[EXERCISE MATERIALS — start]

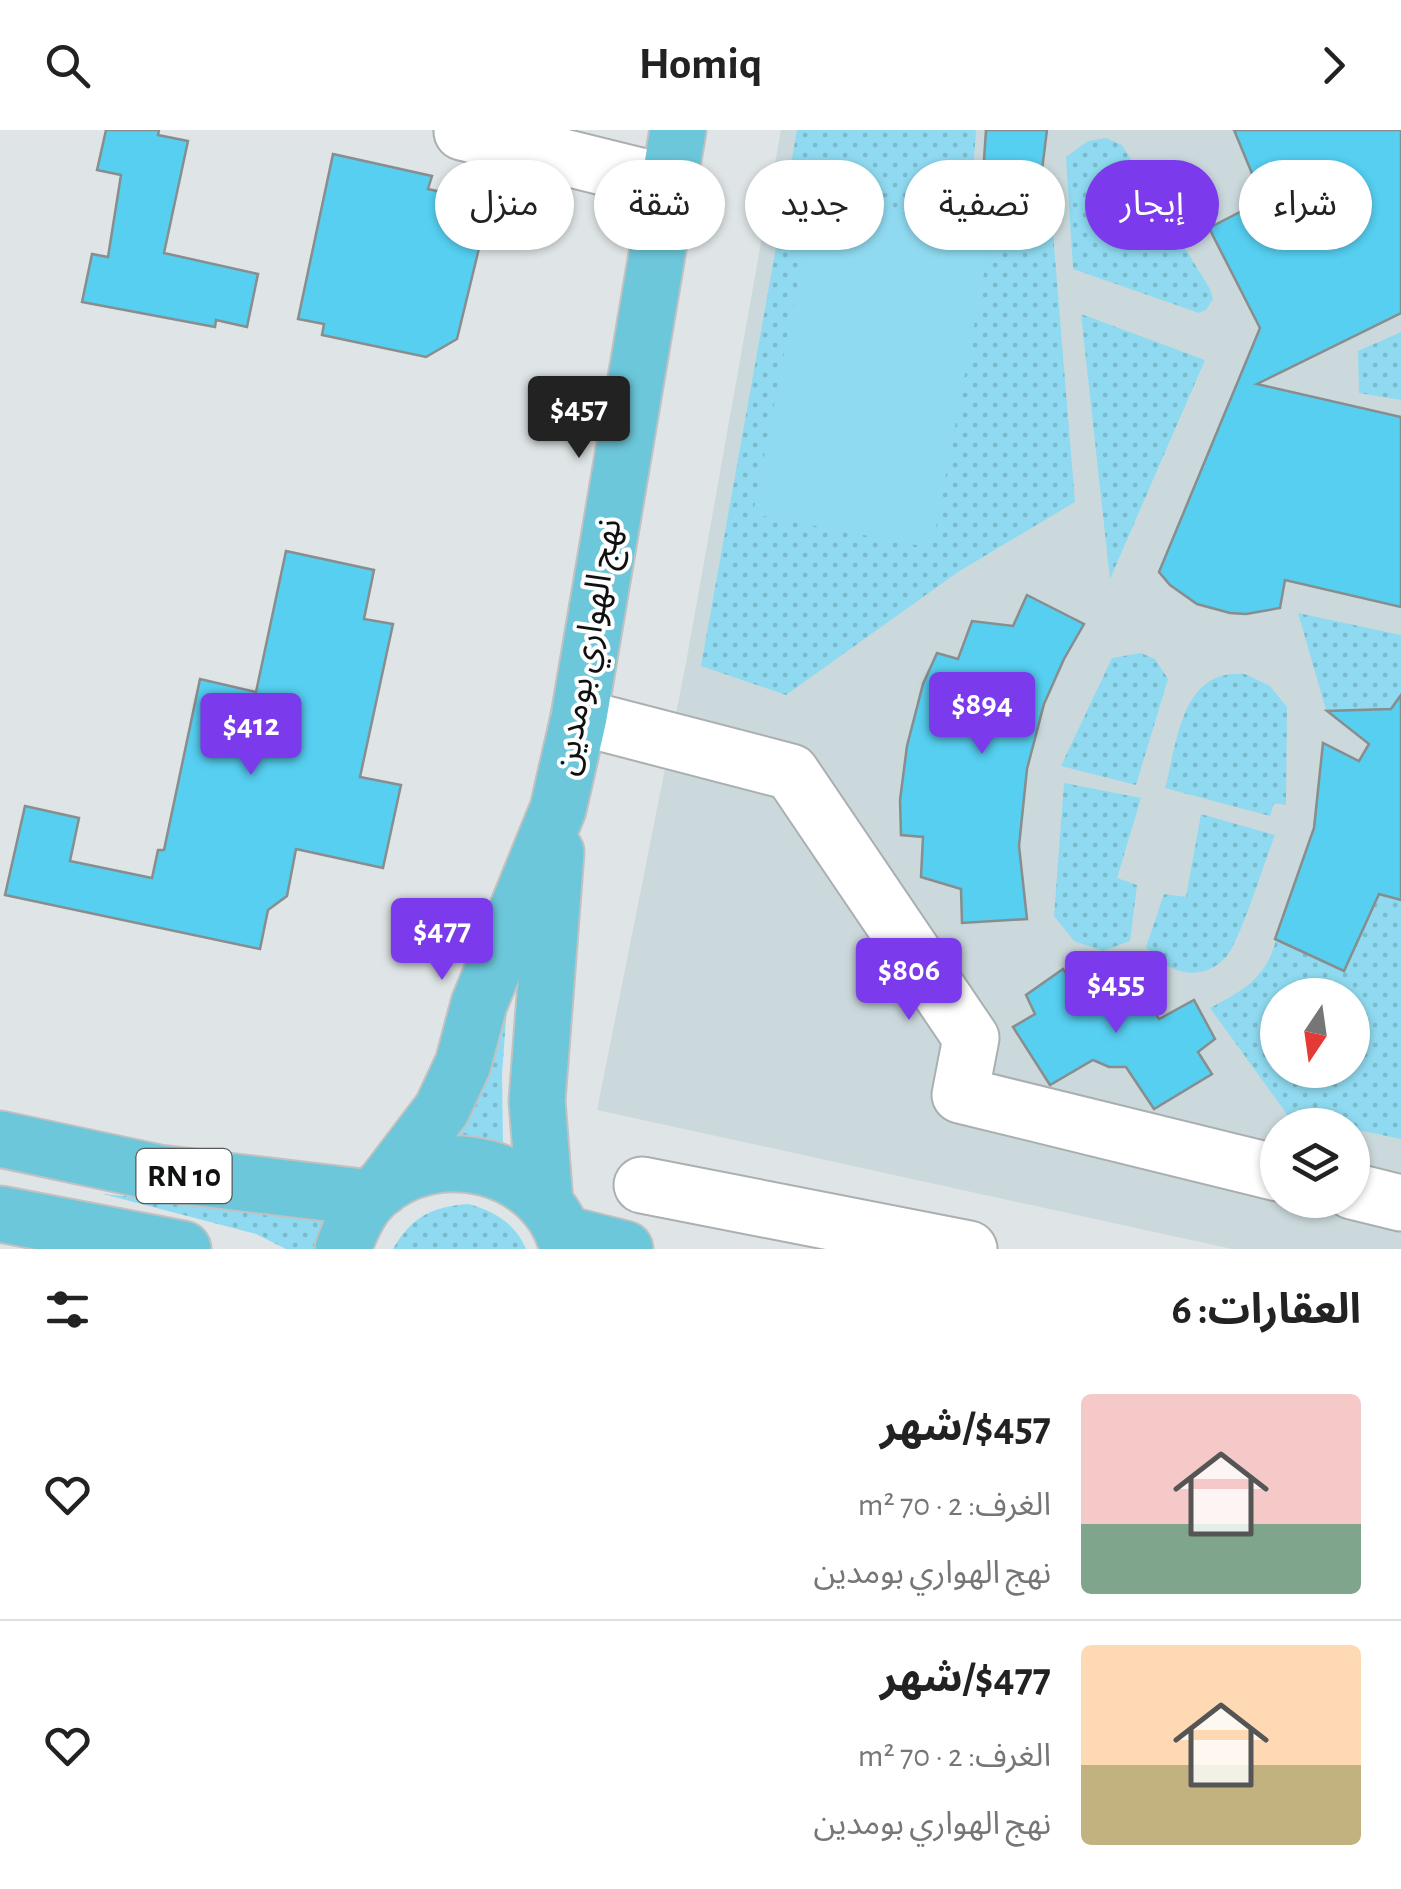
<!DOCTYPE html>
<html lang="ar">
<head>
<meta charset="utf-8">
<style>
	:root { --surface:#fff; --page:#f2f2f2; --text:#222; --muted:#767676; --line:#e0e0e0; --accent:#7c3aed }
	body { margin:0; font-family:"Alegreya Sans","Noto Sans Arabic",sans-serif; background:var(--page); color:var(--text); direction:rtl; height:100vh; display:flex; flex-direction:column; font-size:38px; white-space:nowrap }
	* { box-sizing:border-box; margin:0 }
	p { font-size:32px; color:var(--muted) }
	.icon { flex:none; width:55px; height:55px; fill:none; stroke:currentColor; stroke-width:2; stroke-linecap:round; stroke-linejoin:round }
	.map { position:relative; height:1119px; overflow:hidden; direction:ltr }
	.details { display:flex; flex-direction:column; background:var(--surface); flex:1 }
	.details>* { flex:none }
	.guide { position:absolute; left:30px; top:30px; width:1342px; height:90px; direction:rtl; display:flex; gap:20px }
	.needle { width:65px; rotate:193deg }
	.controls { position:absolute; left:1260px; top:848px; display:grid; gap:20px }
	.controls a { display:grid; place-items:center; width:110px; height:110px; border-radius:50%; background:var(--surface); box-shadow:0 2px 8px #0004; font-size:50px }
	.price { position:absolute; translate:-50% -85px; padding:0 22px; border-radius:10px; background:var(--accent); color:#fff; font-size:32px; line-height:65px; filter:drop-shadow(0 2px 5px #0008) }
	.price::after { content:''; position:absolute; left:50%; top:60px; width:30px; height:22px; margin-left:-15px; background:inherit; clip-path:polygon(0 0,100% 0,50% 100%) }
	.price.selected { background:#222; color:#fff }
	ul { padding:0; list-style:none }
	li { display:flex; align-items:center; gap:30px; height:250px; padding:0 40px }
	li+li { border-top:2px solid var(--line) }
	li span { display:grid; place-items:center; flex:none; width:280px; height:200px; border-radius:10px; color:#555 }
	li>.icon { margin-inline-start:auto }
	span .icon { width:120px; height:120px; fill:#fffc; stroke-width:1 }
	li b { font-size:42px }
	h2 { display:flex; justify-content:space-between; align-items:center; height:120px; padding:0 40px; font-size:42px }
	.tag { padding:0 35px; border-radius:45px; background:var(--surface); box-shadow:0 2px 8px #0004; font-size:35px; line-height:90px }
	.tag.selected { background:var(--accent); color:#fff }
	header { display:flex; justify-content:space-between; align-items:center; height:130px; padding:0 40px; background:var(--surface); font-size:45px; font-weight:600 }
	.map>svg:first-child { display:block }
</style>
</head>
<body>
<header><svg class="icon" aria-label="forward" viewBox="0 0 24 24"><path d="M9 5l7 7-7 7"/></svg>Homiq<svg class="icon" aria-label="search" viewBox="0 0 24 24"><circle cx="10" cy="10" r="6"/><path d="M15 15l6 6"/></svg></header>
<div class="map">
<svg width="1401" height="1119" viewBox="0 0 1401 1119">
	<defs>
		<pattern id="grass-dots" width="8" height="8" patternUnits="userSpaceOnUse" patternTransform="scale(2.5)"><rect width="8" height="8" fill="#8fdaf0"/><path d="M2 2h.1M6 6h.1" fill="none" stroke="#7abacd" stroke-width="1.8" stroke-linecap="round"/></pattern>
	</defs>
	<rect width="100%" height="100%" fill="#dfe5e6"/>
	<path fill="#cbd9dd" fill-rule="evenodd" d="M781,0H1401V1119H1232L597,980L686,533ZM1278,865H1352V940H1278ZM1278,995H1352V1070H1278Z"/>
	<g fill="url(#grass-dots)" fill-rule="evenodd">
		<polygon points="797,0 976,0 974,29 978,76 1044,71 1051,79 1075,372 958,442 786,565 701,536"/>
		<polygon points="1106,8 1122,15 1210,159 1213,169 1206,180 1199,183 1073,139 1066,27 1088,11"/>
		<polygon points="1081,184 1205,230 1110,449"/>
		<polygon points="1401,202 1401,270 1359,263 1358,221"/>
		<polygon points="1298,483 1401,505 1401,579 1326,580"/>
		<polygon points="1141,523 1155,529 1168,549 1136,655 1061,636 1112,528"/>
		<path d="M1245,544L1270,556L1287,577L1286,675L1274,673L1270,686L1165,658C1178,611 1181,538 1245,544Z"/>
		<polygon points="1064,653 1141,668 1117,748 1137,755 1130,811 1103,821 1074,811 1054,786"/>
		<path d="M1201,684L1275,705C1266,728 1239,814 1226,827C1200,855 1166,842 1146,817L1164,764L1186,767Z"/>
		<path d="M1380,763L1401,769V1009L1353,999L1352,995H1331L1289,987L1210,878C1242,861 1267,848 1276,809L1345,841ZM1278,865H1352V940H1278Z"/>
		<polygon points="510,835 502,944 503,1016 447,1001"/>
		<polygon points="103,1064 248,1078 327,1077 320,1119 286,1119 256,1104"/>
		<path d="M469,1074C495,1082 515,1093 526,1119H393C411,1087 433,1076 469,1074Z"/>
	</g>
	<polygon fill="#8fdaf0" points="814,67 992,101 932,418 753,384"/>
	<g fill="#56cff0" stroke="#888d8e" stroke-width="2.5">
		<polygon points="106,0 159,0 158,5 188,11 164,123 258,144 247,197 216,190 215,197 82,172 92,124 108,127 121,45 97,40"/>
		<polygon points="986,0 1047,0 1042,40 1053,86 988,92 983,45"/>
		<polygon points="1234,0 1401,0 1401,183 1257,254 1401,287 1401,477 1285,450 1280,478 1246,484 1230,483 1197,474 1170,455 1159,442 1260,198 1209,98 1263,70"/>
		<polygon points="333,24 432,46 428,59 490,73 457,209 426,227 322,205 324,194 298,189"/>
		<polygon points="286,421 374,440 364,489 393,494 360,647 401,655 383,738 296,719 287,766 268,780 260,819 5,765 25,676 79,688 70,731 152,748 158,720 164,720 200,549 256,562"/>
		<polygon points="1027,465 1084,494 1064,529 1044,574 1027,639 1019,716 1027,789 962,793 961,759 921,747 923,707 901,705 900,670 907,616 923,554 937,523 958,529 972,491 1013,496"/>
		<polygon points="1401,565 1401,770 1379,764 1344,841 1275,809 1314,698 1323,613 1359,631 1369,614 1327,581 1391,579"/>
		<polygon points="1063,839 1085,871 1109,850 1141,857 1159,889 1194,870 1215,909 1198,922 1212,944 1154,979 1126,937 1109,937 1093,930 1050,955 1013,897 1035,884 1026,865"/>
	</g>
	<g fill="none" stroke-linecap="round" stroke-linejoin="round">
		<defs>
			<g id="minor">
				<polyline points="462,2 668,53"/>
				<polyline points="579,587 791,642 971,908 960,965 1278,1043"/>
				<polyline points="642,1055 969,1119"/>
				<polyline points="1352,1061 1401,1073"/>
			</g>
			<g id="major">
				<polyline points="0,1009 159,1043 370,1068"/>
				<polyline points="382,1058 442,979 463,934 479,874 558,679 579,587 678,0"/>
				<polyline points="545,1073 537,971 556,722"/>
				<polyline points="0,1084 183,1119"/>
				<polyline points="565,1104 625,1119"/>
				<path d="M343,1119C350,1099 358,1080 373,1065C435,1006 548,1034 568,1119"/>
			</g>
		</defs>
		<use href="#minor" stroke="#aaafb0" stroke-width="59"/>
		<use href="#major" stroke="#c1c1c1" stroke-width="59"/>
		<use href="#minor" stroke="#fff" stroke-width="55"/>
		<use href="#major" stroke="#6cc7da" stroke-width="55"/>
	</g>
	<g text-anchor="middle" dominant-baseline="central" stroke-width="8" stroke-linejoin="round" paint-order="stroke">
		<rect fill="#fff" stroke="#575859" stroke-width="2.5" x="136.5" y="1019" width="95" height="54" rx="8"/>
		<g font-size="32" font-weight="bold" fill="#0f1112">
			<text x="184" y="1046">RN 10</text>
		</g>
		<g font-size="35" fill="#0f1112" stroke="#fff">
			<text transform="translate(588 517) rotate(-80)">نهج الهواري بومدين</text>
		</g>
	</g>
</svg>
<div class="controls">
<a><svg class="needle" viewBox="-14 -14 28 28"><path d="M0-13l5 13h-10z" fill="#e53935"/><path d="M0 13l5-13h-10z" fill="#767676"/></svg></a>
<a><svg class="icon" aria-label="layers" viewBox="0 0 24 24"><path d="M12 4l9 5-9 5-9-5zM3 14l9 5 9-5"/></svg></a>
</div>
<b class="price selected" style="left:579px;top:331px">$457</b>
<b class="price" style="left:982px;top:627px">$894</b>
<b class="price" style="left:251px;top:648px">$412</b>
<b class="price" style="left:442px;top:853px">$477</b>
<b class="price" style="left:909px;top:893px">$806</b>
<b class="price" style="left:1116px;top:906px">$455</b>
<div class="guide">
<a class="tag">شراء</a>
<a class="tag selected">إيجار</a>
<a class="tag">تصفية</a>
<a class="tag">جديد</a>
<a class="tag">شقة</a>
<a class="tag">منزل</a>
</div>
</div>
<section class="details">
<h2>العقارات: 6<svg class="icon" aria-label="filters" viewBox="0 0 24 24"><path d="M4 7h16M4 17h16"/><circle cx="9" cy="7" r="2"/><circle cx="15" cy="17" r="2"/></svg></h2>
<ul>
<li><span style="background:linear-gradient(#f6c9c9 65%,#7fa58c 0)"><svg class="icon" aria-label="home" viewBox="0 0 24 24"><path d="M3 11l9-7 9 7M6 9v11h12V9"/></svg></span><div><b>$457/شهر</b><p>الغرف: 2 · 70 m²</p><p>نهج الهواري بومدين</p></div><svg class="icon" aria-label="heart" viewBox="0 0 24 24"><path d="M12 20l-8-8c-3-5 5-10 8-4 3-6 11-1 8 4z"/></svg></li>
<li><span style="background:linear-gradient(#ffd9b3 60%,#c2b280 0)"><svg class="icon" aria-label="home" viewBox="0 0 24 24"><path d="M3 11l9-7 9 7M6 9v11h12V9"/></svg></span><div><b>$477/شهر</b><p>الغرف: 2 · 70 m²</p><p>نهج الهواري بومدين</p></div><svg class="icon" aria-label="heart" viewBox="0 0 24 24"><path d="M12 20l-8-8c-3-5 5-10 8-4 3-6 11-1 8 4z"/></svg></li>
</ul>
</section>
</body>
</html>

[EXERCISE MATERIALS — finish]

- [TASK OBJECTIVE]
Return only the part of the records above that opens with the line containing "border-top:2px solid var(--line)" and closes with the line containing "width:120px; height:120px; fill:#fffc;", ends included.

- [SOLUTION]
	li+li { border-top:2px solid var(--line) }
	li span { display:grid; place-items:center; flex:none; width:280px; height:200px; border-radius:10px; color:#555 }
	li>.icon { margin-inline-start:auto }
	span .icon { width:120px; height:120px; fill:#fffc; stroke-width:1 }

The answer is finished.